Spaces:
Sleeping
A newer version of the Gradio SDK is available:
5.29.0
Knowledge Base Website Loader
This loader is a web crawler and scraper that fetches text content from websites hosting public knowledge bases. Examples are the Intercom help center or the Robinhood help center. Typically these sites have a directory structure with several sections and many articles in each section. This loader crawls and finds all links that match the article path provided, and scrapes the content of each article. This can be used to create bots that answer customer questions based on public documentation.
It uses Playwright to drive a browser. This reduces the chance of getting blocked by Cloudflare or other CDNs, but makes it a bit more challenging to run on cloud services.
Usage
First run
playwright install
This installs the browsers that Playwright requires.
To use this loader, you need to pass in the root URL and the string to search for in the URL to tell if the crawler has reached an article. You also need to pass in several CSS selectors so the cralwer knows which links to follow and which elements to extract content from. use
from llama_index import download_loader
KnowledgeBaseWebReader = download_loader("KnowledgeBaseWebReader")

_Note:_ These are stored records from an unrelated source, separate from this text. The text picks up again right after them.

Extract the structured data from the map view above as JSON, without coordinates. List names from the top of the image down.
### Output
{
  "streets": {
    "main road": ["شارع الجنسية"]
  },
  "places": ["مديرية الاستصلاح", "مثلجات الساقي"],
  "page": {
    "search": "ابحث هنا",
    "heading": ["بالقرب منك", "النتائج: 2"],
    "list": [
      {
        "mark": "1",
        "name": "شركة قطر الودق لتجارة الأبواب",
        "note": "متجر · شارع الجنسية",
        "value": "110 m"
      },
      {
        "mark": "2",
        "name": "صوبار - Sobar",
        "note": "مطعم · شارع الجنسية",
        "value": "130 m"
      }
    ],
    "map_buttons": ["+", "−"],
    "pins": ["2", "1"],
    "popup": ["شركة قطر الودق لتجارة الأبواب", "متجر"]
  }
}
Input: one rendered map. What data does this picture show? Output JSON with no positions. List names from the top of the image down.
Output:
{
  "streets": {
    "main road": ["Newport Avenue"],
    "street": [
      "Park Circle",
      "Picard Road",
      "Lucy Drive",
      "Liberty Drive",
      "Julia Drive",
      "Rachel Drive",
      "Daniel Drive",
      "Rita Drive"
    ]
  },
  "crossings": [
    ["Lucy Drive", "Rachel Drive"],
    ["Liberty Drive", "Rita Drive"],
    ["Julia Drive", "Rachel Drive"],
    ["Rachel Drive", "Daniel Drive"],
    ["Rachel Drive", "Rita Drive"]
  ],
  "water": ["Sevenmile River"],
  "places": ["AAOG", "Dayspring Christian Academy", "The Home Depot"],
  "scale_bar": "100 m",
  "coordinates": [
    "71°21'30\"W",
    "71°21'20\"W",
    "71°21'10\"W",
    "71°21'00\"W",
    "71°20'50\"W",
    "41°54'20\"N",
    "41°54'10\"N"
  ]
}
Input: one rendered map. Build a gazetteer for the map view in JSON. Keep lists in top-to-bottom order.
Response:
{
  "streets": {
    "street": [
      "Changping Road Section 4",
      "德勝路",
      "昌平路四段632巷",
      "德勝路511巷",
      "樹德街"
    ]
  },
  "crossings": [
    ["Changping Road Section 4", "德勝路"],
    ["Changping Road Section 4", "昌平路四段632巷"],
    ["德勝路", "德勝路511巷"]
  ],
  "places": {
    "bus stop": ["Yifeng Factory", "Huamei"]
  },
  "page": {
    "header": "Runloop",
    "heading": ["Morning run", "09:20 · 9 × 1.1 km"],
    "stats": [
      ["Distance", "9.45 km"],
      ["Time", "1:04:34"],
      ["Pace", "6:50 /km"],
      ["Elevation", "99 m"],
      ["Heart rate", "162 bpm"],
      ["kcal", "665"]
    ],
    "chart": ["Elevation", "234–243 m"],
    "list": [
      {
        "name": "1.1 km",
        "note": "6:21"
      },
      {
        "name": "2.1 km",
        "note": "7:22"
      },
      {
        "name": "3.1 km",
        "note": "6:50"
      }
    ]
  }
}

loader = KnowledgeBaseWebReader()
documents = loader.load_data(
root_url="https://www.intercom.com/help",
link_selectors=[".article-list a", ".article-list a"],
article_path="/articles",
body_selector=".article-body",
title_selector=".article-title",
subtitle_selector=".article-subtitle",
)
Examples
This loader is designed to be used as a way to load data into LlamaIndex and/or subsequently used as a Tool in a LangChain Agent.
LlamaIndex
from llama_index import VectorStoreIndex, download_loader
KnowledgeBaseWebReader = download_loader("KnowledgeBaseWebReader")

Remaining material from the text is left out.